> _EXERCISE_
Scan the records below. Report the number of lines containing the word "white", and nothing more.

(RECORD EXTRACTS Opens)

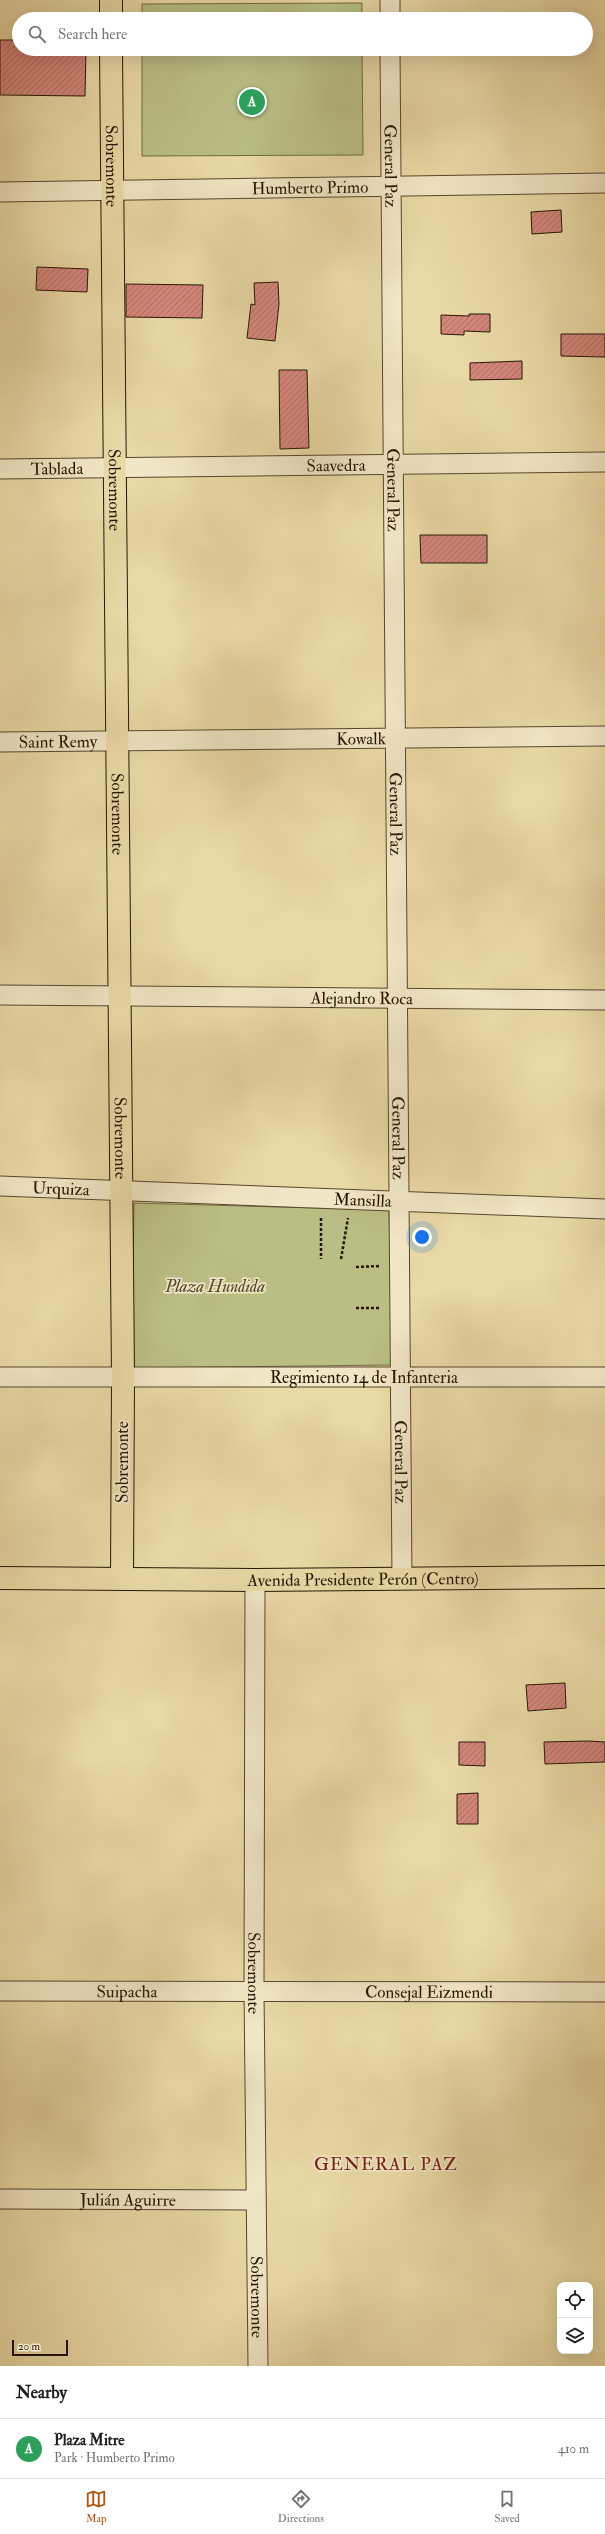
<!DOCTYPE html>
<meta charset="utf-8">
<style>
body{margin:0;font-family:"IM FELL Double Pica",serif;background:#f2f2f2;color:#202124}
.controls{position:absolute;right:12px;bottom:12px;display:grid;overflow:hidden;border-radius:8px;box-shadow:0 4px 16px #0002}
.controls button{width:36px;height:36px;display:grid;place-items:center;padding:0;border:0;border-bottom:1px solid #e0e0e0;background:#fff;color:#202124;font:20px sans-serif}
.scale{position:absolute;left:12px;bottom:10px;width:56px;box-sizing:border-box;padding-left:4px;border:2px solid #271605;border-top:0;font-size:11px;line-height:14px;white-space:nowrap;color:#271605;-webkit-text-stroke:3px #f1e6c5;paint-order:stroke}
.you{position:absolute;left:422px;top:1237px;width:14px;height:14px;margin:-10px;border:3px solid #fff;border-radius:50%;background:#1a73e8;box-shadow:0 0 0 6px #1a73e833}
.badge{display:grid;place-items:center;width:26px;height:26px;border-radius:50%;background:#b45309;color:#fff;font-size:13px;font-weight:700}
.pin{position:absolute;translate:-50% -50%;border:2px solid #fff;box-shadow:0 1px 4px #0006}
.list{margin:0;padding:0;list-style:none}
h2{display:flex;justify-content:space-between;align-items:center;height:52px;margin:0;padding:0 16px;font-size:17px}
h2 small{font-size:13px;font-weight:400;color:#757577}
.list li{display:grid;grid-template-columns:26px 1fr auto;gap:12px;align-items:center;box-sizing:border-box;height:60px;padding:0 16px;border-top:1px solid #e0e0e0}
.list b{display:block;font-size:15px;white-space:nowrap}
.list p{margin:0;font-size:13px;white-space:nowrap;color:#757577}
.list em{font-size:13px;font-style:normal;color:#757577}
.icon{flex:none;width:22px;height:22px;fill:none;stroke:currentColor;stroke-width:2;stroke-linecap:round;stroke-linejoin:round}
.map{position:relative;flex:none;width:605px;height:2366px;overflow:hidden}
.search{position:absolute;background:#fff;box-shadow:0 4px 16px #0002;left:12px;right:12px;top:12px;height:44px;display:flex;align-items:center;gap:10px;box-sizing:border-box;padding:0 14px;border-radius:22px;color:#757577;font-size:15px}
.sheet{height:112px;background:#fff}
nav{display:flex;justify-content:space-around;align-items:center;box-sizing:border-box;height:56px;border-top:1px solid #e0e0e0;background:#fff;font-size:11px;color:#757577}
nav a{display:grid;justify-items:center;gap:2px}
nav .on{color:#b45309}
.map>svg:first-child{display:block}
</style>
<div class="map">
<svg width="605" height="2366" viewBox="0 0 605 2366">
<defs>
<pattern id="building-hatch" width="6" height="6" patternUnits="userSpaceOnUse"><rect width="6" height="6" fill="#d5877c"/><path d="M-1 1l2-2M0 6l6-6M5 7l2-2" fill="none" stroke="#ad6d64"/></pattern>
</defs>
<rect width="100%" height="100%" fill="#e9d9a6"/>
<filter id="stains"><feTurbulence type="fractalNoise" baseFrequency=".005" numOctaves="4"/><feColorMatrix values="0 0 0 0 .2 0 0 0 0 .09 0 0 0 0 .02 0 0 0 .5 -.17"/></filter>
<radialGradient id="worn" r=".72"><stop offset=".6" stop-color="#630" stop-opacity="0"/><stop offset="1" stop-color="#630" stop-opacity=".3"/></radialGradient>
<!-- green -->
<g fill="#b9be84" stroke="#706a44">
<path d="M362,3V19H142V4Z"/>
<path d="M142,49H362L363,155L142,156Z"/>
<path d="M134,1203L389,1210L392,1365L132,1368Z"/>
</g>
<!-- building -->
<g fill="url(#building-hatch)" stroke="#271605">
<path d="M0,40H19V49H86L85,96L0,95Z"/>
<path d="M561,210L562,232L532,234L531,212Z"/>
<path d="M37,267L88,269L87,292L36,290Z"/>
<path d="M278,282L279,304L275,341L247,338L251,304L255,305L254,283Z"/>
<path d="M126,284L203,285L202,318L126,317Z"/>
<path d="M469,314H490V332L464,331V335L441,334V315L469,316Z"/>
<path d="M561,334H605V357L561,356Z"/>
<path d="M522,361V379L470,380V363Z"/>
<path d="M279,370H307L309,448L280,449Z"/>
<path d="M420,535H487V563H421Z"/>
<path d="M565,1683L566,1708L528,1711L526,1685Z"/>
<path d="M588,1741L605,1742V1762L545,1764L544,1742Z"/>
<path d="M459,1742H485V1766L459,1765Z"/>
<path d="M478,1793V1824H457V1794Z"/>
</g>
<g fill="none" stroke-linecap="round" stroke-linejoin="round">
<!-- minor casing -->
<g stroke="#58472d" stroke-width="21">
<g id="minor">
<path d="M390,0V19"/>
<path id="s1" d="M390,49L402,1579"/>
<path id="s2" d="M0,192L605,183"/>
<path id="s3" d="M0,469L605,462"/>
<path id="s4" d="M0,742L605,736"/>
<path id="s5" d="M0,995L605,1000"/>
<path id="s6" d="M0,1186L605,1209"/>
<path id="s7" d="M0,1377H605"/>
<path id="s8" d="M255,1580L254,1991L258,2366"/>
<path id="s9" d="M0,1991L605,1992"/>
<path id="s10" d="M0,2199L256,2200"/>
</g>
</g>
<!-- major casing -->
<g stroke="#271605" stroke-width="24">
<g id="major">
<path d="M111,19V0"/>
<path id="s11" d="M111,49L123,1377L122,1578"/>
<path id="s12" d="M0,1578L255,1580L605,1577"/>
</g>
</g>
<!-- path -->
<g stroke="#271605" stroke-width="2.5" stroke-dasharray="3 2" stroke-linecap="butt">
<path d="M321,1218V1259"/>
<path d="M341,1259L348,1218"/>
<path d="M356,1267L380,1266"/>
<path d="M356,1308H380"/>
</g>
<!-- minor -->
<use href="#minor" stroke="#f1e6c5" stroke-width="19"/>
<!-- major -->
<use href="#major" stroke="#e9d9a6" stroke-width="22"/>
</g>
<g text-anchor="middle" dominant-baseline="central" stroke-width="3.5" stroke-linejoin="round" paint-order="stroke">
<!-- street labels -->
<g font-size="17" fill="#271605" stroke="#f1e6c5">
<text stroke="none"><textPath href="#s11" startOffset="117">Sobremonte</textPath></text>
<text stroke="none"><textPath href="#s1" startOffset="117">General Paz</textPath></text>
<text stroke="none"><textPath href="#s2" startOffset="310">Humberto Primo</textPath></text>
<text stroke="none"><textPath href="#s3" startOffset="336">Saavedra</textPath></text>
<text stroke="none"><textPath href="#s3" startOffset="57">Tablada</textPath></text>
<text stroke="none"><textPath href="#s11" startOffset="441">Sobremonte</textPath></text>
<text stroke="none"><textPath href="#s1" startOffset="441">General Paz</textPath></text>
<text stroke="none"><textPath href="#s4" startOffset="361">Kowalk</textPath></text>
<text stroke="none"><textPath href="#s4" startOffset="58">Saint Remy</textPath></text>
<text stroke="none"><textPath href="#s11" startOffset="765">Sobremonte</textPath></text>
<text stroke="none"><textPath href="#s1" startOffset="765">General Paz</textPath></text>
<text stroke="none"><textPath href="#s5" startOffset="362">Alejandro Roca</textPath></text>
<text stroke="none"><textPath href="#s11" startOffset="1089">Sobremonte</textPath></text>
<text stroke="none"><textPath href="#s1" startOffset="1089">General Paz</textPath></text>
<text stroke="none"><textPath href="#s6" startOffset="61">Urquiza</textPath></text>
<text stroke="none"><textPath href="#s6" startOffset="363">Mansilla</textPath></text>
<text stroke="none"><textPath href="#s7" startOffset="364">Regimiento 14 de Infanteria</textPath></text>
<text transform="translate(122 1462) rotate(-90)">Sobremonte</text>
<text stroke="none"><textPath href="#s1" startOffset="1413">General Paz</textPath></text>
<text stroke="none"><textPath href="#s12" startOffset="363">Avenida Presidente Perón (Centro)</textPath></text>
<text stroke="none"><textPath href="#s8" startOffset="393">Sobremonte</textPath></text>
<text stroke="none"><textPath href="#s9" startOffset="127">Suipacha</textPath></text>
<text stroke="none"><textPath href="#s9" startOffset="429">Consejal Eizmendi</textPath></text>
<text stroke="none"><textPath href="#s10" startOffset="128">Julián Aguirre</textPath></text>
<text stroke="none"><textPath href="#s8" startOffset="717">Sobremonte</textPath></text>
</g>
<!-- park labels -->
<g font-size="17" font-style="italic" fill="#53482b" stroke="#f1e6c5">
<text x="215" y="1286">Plaza Hundida</text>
</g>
<!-- neighbourhood labels -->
<g font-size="18" letter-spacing="1" fill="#7a1f14" stroke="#f1e6c5">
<text x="386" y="2164">GENERAL PAZ</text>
</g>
</g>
<rect width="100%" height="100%" filter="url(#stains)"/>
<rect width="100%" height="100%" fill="url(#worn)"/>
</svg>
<div class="controls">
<button><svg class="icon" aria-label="locate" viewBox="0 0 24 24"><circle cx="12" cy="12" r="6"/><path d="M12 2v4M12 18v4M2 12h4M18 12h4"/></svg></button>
<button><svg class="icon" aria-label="layers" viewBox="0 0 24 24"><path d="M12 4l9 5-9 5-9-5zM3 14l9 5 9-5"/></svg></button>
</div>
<div class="scale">20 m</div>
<div class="you"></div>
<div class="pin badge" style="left:252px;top:102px;background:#2e9e5b">A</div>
<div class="search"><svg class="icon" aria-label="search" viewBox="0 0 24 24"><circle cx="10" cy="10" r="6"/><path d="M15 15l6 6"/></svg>Search here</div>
</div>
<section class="sheet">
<h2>Nearby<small></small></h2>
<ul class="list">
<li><span class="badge" style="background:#2e9e5b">A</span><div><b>Plaza Mitre</b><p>Park · Humberto Primo</p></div><em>410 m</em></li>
</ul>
</section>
<nav>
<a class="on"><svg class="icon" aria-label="map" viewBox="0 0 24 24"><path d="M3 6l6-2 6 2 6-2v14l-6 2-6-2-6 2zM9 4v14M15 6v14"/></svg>Map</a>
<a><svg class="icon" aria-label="directions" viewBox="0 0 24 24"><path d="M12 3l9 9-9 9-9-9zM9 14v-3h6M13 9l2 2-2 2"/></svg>Directions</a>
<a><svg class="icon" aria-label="saved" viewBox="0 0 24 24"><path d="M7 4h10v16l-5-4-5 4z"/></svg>Saved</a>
</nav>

(RECORD EXTRACTS Closes)

> _EXERCISE OUTPUT_
3